▸ **Aim of the exercise**: Could you give every record again, exactly as it reads?

(Saved data entries)
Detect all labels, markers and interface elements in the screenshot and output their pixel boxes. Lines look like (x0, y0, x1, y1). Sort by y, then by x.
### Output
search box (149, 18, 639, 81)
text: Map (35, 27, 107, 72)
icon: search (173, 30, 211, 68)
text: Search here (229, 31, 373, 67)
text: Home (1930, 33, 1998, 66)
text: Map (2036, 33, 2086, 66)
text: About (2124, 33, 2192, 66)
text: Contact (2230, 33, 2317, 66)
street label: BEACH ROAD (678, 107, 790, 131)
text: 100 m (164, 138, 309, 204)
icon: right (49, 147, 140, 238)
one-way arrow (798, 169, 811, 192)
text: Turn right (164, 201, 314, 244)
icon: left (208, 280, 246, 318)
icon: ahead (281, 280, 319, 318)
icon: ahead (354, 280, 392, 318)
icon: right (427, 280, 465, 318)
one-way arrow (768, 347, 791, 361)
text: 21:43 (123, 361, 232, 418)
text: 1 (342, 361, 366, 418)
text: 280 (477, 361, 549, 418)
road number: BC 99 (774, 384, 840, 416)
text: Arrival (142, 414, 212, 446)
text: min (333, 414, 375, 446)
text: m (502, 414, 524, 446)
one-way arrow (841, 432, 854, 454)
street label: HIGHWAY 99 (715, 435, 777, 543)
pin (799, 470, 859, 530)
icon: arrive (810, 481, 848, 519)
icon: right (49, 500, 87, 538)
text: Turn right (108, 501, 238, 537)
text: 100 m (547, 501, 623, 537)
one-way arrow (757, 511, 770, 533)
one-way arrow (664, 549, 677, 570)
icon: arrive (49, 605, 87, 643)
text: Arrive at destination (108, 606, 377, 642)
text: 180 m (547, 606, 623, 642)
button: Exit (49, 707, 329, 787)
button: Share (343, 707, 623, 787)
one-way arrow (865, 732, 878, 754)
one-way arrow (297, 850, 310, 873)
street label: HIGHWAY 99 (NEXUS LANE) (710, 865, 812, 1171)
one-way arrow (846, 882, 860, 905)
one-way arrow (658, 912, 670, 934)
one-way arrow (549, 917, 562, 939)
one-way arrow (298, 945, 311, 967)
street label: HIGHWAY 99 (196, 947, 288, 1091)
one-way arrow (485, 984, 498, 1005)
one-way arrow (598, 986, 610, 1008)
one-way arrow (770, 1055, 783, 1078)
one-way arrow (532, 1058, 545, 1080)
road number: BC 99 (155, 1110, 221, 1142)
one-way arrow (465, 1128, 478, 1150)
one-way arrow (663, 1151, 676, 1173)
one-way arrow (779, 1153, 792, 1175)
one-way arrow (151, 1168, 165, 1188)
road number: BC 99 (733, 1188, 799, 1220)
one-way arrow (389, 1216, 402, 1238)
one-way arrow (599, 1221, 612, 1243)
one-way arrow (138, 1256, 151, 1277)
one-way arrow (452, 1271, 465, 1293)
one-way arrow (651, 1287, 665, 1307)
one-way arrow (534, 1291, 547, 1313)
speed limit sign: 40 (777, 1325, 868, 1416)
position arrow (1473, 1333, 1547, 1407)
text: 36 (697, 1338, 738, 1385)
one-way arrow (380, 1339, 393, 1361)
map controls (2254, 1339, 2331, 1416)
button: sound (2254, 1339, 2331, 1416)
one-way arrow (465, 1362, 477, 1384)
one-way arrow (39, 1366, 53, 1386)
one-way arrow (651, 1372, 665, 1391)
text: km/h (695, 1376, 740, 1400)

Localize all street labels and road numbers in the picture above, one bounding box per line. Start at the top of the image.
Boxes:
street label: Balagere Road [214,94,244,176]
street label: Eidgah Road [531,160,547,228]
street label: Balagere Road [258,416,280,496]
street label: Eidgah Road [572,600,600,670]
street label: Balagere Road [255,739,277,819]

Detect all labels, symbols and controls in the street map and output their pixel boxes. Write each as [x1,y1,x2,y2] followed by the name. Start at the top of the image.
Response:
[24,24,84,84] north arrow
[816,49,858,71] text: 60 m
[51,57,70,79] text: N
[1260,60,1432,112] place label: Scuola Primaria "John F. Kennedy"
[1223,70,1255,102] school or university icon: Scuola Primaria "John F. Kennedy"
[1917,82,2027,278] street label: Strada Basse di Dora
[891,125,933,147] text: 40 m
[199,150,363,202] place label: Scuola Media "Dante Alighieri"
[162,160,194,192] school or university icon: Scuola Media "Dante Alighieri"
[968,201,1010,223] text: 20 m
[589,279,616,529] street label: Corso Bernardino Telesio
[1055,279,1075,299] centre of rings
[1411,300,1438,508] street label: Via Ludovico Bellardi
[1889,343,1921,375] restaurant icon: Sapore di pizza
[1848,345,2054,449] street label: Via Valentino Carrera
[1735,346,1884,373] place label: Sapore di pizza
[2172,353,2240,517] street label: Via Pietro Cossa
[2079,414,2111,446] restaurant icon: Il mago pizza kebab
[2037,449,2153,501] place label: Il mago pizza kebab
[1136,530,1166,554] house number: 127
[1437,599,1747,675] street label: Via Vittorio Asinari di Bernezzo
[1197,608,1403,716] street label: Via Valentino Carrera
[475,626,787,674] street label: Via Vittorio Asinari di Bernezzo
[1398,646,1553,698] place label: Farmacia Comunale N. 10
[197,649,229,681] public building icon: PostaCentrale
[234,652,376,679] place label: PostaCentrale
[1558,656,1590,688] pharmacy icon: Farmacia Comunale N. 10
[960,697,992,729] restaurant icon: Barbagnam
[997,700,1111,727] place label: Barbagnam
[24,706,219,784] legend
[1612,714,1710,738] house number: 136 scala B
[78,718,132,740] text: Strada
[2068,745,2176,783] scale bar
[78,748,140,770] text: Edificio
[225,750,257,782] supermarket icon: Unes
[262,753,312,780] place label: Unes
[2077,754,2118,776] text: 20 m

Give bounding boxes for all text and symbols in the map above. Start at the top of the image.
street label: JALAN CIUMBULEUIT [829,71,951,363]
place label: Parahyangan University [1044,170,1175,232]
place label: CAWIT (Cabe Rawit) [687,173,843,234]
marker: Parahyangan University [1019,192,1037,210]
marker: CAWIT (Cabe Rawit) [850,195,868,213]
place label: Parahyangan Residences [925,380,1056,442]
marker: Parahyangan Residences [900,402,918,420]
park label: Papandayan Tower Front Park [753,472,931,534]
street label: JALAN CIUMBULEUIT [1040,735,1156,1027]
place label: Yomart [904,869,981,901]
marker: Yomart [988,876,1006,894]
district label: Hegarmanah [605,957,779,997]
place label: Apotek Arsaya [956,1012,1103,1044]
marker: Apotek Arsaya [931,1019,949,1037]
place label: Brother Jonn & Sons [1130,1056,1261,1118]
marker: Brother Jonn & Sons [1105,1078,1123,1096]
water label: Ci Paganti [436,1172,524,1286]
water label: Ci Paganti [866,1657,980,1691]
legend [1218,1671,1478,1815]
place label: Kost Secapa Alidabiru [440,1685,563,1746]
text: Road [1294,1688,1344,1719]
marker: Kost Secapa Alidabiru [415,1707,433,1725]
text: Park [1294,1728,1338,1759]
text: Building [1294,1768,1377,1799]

▸ **Exercise result**:
Detect all labels, markers and interface elements in the screenshot and output their pixel boxes. Lines look like (x0, y0, x1, y1). Sort by y, then by x.
### Output
search box (149, 18, 639, 81)
text: Map (35, 27, 107, 72)
icon: search (173, 30, 211, 68)
text: Search here (229, 31, 373, 67)
text: Home (1930, 33, 1998, 66)
text: Map (2036, 33, 2086, 66)
text: About (2124, 33, 2192, 66)
text: Contact (2230, 33, 2317, 66)
street label: BEACH ROAD (678, 107, 790, 131)
text: 100 m (164, 138, 309, 204)
icon: right (49, 147, 140, 238)
one-way arrow (798, 169, 811, 192)
text: Turn right (164, 201, 314, 244)
icon: left (208, 280, 246, 318)
icon: ahead (281, 280, 319, 318)
icon: ahead (354, 280, 392, 318)
icon: right (427, 280, 465, 318)
one-way arrow (768, 347, 791, 361)
text: 21:43 (123, 361, 232, 418)
text: 1 (342, 361, 366, 418)
text: 280 (477, 361, 549, 418)
road number: BC 99 (774, 384, 840, 416)
text: Arrival (142, 414, 212, 446)
text: min (333, 414, 375, 446)
text: m (502, 414, 524, 446)
one-way arrow (841, 432, 854, 454)
street label: HIGHWAY 99 (715, 435, 777, 543)
pin (799, 470, 859, 530)
icon: arrive (810, 481, 848, 519)
icon: right (49, 500, 87, 538)
text: Turn right (108, 501, 238, 537)
text: 100 m (547, 501, 623, 537)
one-way arrow (757, 511, 770, 533)
one-way arrow (664, 549, 677, 570)
icon: arrive (49, 605, 87, 643)
text: Arrive at destination (108, 606, 377, 642)
text: 180 m (547, 606, 623, 642)
button: Exit (49, 707, 329, 787)
button: Share (343, 707, 623, 787)
one-way arrow (865, 732, 878, 754)
one-way arrow (297, 850, 310, 873)
street label: HIGHWAY 99 (NEXUS LANE) (710, 865, 812, 1171)
one-way arrow (846, 882, 860, 905)
one-way arrow (658, 912, 670, 934)
one-way arrow (549, 917, 562, 939)
one-way arrow (298, 945, 311, 967)
street label: HIGHWAY 99 (196, 947, 288, 1091)
one-way arrow (485, 984, 498, 1005)
one-way arrow (598, 986, 610, 1008)
one-way arrow (770, 1055, 783, 1078)
one-way arrow (532, 1058, 545, 1080)
road number: BC 99 (155, 1110, 221, 1142)
one-way arrow (465, 1128, 478, 1150)
one-way arrow (663, 1151, 676, 1173)
one-way arrow (779, 1153, 792, 1175)
one-way arrow (151, 1168, 165, 1188)
road number: BC 99 (733, 1188, 799, 1220)
one-way arrow (389, 1216, 402, 1238)
one-way arrow (599, 1221, 612, 1243)
one-way arrow (138, 1256, 151, 1277)
one-way arrow (452, 1271, 465, 1293)
one-way arrow (651, 1287, 665, 1307)
one-way arrow (534, 1291, 547, 1313)
speed limit sign: 40 (777, 1325, 868, 1416)
position arrow (1473, 1333, 1547, 1407)
text: 36 (697, 1338, 738, 1385)
one-way arrow (380, 1339, 393, 1361)
map controls (2254, 1339, 2331, 1416)
button: sound (2254, 1339, 2331, 1416)
one-way arrow (465, 1362, 477, 1384)
one-way arrow (39, 1366, 53, 1386)
one-way arrow (651, 1372, 665, 1391)
text: km/h (695, 1376, 740, 1400)

Localize all street labels and road numbers in the picture above, one bounding box per line. Start at the top of the image.
Boxes:
street label: Balagere Road [214,94,244,176]
street label: Eidgah Road [531,160,547,228]
street label: Balagere Road [258,416,280,496]
street label: Eidgah Road [572,600,600,670]
street label: Balagere Road [255,739,277,819]

Detect all labels, symbols and controls in the street map and output their pixel boxes. Write each as [x1,y1,x2,y2] followed by the name. Start at the top of the image.
Response:
[24,24,84,84] north arrow
[816,49,858,71] text: 60 m
[51,57,70,79] text: N
[1260,60,1432,112] place label: Scuola Primaria "John F. Kennedy"
[1223,70,1255,102] school or university icon: Scuola Primaria "John F. Kennedy"
[1917,82,2027,278] street label: Strada Basse di Dora
[891,125,933,147] text: 40 m
[199,150,363,202] place label: Scuola Media "Dante Alighieri"
[162,160,194,192] school or university icon: Scuola Media "Dante Alighieri"
[968,201,1010,223] text: 20 m
[589,279,616,529] street label: Corso Bernardino Telesio
[1055,279,1075,299] centre of rings
[1411,300,1438,508] street label: Via Ludovico Bellardi
[1889,343,1921,375] restaurant icon: Sapore di pizza
[1848,345,2054,449] street label: Via Valentino Carrera
[1735,346,1884,373] place label: Sapore di pizza
[2172,353,2240,517] street label: Via Pietro Cossa
[2079,414,2111,446] restaurant icon: Il mago pizza kebab
[2037,449,2153,501] place label: Il mago pizza kebab
[1136,530,1166,554] house number: 127
[1437,599,1747,675] street label: Via Vittorio Asinari di Bernezzo
[1197,608,1403,716] street label: Via Valentino Carrera
[475,626,787,674] street label: Via Vittorio Asinari di Bernezzo
[1398,646,1553,698] place label: Farmacia Comunale N. 10
[197,649,229,681] public building icon: PostaCentrale
[234,652,376,679] place label: PostaCentrale
[1558,656,1590,688] pharmacy icon: Farmacia Comunale N. 10
[960,697,992,729] restaurant icon: Barbagnam
[997,700,1111,727] place label: Barbagnam
[24,706,219,784] legend
[1612,714,1710,738] house number: 136 scala B
[78,718,132,740] text: Strada
[2068,745,2176,783] scale bar
[78,748,140,770] text: Edificio
[225,750,257,782] supermarket icon: Unes
[262,753,312,780] place label: Unes
[2077,754,2118,776] text: 20 m

Give bounding boxes for all text and symbols in the map above. Start at the top of the image.
street label: JALAN CIUMBULEUIT [829,71,951,363]
place label: Parahyangan University [1044,170,1175,232]
place label: CAWIT (Cabe Rawit) [687,173,843,234]
marker: Parahyangan University [1019,192,1037,210]
marker: CAWIT (Cabe Rawit) [850,195,868,213]
place label: Parahyangan Residences [925,380,1056,442]
marker: Parahyangan Residences [900,402,918,420]
park label: Papandayan Tower Front Park [753,472,931,534]
street label: JALAN CIUMBULEUIT [1040,735,1156,1027]
place label: Yomart [904,869,981,901]
marker: Yomart [988,876,1006,894]
district label: Hegarmanah [605,957,779,997]
place label: Apotek Arsaya [956,1012,1103,1044]
marker: Apotek Arsaya [931,1019,949,1037]
place label: Brother Jonn & Sons [1130,1056,1261,1118]
marker: Brother Jonn & Sons [1105,1078,1123,1096]
water label: Ci Paganti [436,1172,524,1286]
water label: Ci Paganti [866,1657,980,1691]
legend [1218,1671,1478,1815]
place label: Kost Secapa Alidabiru [440,1685,563,1746]
text: Road [1294,1688,1344,1719]
marker: Kost Secapa Alidabiru [415,1707,433,1725]
text: Park [1294,1728,1338,1759]
text: Building [1294,1768,1377,1799]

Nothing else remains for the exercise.